** DATASET **
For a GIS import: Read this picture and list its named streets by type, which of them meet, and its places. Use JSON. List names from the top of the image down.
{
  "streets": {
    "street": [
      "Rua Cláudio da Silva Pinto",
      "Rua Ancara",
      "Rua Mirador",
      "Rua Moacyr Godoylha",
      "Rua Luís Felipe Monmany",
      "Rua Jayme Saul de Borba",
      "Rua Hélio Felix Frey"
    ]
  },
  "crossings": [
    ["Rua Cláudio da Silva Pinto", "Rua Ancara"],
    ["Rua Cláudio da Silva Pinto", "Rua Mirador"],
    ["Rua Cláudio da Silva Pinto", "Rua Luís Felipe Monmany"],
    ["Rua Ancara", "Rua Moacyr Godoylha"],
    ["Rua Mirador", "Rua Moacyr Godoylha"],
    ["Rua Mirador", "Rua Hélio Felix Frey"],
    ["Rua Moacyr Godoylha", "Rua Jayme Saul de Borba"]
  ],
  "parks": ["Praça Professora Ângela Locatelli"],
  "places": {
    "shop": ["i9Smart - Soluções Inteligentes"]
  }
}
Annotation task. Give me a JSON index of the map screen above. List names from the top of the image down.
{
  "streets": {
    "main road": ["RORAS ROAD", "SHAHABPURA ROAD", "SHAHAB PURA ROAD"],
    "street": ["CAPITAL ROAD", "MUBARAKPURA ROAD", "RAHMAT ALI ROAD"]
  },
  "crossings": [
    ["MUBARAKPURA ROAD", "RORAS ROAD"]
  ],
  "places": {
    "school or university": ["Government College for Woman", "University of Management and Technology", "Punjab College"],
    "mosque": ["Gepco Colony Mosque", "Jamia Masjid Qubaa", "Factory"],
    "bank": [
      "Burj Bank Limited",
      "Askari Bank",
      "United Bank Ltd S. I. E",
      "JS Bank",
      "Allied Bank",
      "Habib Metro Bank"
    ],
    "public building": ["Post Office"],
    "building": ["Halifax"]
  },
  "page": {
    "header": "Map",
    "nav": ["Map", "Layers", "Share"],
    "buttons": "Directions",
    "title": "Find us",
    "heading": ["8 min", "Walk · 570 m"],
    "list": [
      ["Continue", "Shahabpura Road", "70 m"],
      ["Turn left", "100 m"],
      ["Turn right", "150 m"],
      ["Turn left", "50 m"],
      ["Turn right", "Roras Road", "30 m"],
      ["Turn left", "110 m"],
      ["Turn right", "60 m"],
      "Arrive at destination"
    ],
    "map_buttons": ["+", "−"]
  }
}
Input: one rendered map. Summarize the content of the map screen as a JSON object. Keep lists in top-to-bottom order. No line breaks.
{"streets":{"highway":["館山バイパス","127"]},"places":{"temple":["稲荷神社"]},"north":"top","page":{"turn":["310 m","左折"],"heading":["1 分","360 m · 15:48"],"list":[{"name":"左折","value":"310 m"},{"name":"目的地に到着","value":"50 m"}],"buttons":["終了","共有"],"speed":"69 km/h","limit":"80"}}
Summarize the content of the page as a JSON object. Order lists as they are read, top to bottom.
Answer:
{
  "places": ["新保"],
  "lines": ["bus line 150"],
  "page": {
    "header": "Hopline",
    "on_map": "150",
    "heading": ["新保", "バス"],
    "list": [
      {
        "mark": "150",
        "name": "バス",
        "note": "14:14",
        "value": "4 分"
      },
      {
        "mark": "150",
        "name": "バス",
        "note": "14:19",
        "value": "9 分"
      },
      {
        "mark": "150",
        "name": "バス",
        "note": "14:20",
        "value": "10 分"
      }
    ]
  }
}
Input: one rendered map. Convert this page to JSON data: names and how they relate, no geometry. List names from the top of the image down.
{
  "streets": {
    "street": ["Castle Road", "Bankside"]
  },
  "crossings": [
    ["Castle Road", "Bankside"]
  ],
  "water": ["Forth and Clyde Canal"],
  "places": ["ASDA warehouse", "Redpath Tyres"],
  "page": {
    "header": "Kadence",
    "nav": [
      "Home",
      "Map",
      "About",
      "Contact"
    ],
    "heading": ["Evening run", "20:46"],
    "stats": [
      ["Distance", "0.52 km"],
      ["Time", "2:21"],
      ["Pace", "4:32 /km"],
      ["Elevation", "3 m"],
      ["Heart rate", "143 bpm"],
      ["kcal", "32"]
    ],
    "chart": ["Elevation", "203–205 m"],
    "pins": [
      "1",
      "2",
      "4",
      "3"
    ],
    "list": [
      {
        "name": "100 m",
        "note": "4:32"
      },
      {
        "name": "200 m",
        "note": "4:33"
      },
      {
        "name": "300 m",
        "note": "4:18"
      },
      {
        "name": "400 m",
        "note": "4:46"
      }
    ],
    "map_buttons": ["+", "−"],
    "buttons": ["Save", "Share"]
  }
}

** EXERCISE OBJECTIVE **
The answer should consist of every entry, repeated word for word.

** SOLUTION FOR THIS PROBLEM **
For a GIS import: Read this picture and list its named streets by type, which of them meet, and its places. Use JSON. List names from the top of the image down.
{
  "streets": {
    "street": [
      "Rua Cláudio da Silva Pinto",
      "Rua Ancara",
      "Rua Mirador",
      "Rua Moacyr Godoylha",
      "Rua Luís Felipe Monmany",
      "Rua Jayme Saul de Borba",
      "Rua Hélio Felix Frey"
    ]
  },
  "crossings": [
    ["Rua Cláudio da Silva Pinto", "Rua Ancara"],
    ["Rua Cláudio da Silva Pinto", "Rua Mirador"],
    ["Rua Cláudio da Silva Pinto", "Rua Luís Felipe Monmany"],
    ["Rua Ancara", "Rua Moacyr Godoylha"],
    ["Rua Mirador", "Rua Moacyr Godoylha"],
    ["Rua Mirador", "Rua Hélio Felix Frey"],
    ["Rua Moacyr Godoylha", "Rua Jayme Saul de Borba"]
  ],
  "parks": ["Praça Professora Ângela Locatelli"],
  "places": {
    "shop": ["i9Smart - Soluções Inteligentes"]
  }
}
Annotation task. Give me a JSON index of the map screen above. List names from the top of the image down.
{
  "streets": {
    "main road": ["RORAS ROAD", "SHAHABPURA ROAD", "SHAHAB PURA ROAD"],
    "street": ["CAPITAL ROAD", "MUBARAKPURA ROAD", "RAHMAT ALI ROAD"]
  },
  "crossings": [
    ["MUBARAKPURA ROAD", "RORAS ROAD"]
  ],
  "places": {
    "school or university": ["Government College for Woman", "University of Management and Technology", "Punjab College"],
    "mosque": ["Gepco Colony Mosque", "Jamia Masjid Qubaa", "Factory"],
    "bank": [
      "Burj Bank Limited",
      "Askari Bank",
      "United Bank Ltd S. I. E",
      "JS Bank",
      "Allied Bank",
      "Habib Metro Bank"
    ],
    "public building": ["Post Office"],
    "building": ["Halifax"]
  },
  "page": {
    "header": "Map",
    "nav": ["Map", "Layers", "Share"],
    "buttons": "Directions",
    "title": "Find us",
    "heading": ["8 min", "Walk · 570 m"],
    "list": [
      ["Continue", "Shahabpura Road", "70 m"],
      ["Turn left", "100 m"],
      ["Turn right", "150 m"],
      ["Turn left", "50 m"],
      ["Turn right", "Roras Road", "30 m"],
      ["Turn left", "110 m"],
      ["Turn right", "60 m"],
      "Arrive at destination"
    ],
    "map_buttons": ["+", "−"]
  }
}
Input: one rendered map. Summarize the content of the map screen as a JSON object. Keep lists in top-to-bottom order. No line breaks.
{"streets":{"highway":["館山バイパス","127"]},"places":{"temple":["稲荷神社"]},"north":"top","page":{"turn":["310 m","左折"],"heading":["1 分","360 m · 15:48"],"list":[{"name":"左折","value":"310 m"},{"name":"目的地に到着","value":"50 m"}],"buttons":["終了","共有"],"speed":"69 km/h","limit":"80"}}
Summarize the content of the page as a JSON object. Order lists as they are read, top to bottom.
Answer:
{
  "places": ["新保"],
  "lines": ["bus line 150"],
  "page": {
    "header": "Hopline",
    "on_map": "150",
    "heading": ["新保", "バス"],
    "list": [
      {
        "mark": "150",
        "name": "バス",
        "note": "14:14",
        "value": "4 分"
      },
      {
        "mark": "150",
        "name": "バス",
        "note": "14:19",
        "value": "9 分"
      },
      {
        "mark": "150",
        "name": "バス",
        "note": "14:20",
        "value": "10 分"
      }
    ]
  }
}
Input: one rendered map. Convert this page to JSON data: names and how they relate, no geometry. List names from the top of the image down.
{
  "streets": {
    "street": ["Castle Road", "Bankside"]
  },
  "crossings": [
    ["Castle Road", "Bankside"]
  ],
  "water": ["Forth and Clyde Canal"],
  "places": ["ASDA warehouse", "Redpath Tyres"],
  "page": {
    "header": "Kadence",
    "nav": [
      "Home",
      "Map",
      "About",
      "Contact"
    ],
    "heading": ["Evening run", "20:46"],
    "stats": [
      ["Distance", "0.52 km"],
      ["Time", "2:21"],
      ["Pace", "4:32 /km"],
      ["Elevation", "3 m"],
      ["Heart rate", "143 bpm"],
      ["kcal", "32"]
    ],
    "chart": ["Elevation", "203–205 m"],
    "pins": [
      "1",
      "2",
      "4",
      "3"
    ],
    "list": [
      {
        "name": "100 m",
        "note": "4:32"
      },
      {
        "name": "200 m",
        "note": "4:33"
      },
      {
        "name": "300 m",
        "note": "4:18"
      },
      {
        "name": "400 m",
        "note": "4:46"
      }
    ],
    "map_buttons": ["+", "−"],
    "buttons": ["Save", "Share"]
  }
}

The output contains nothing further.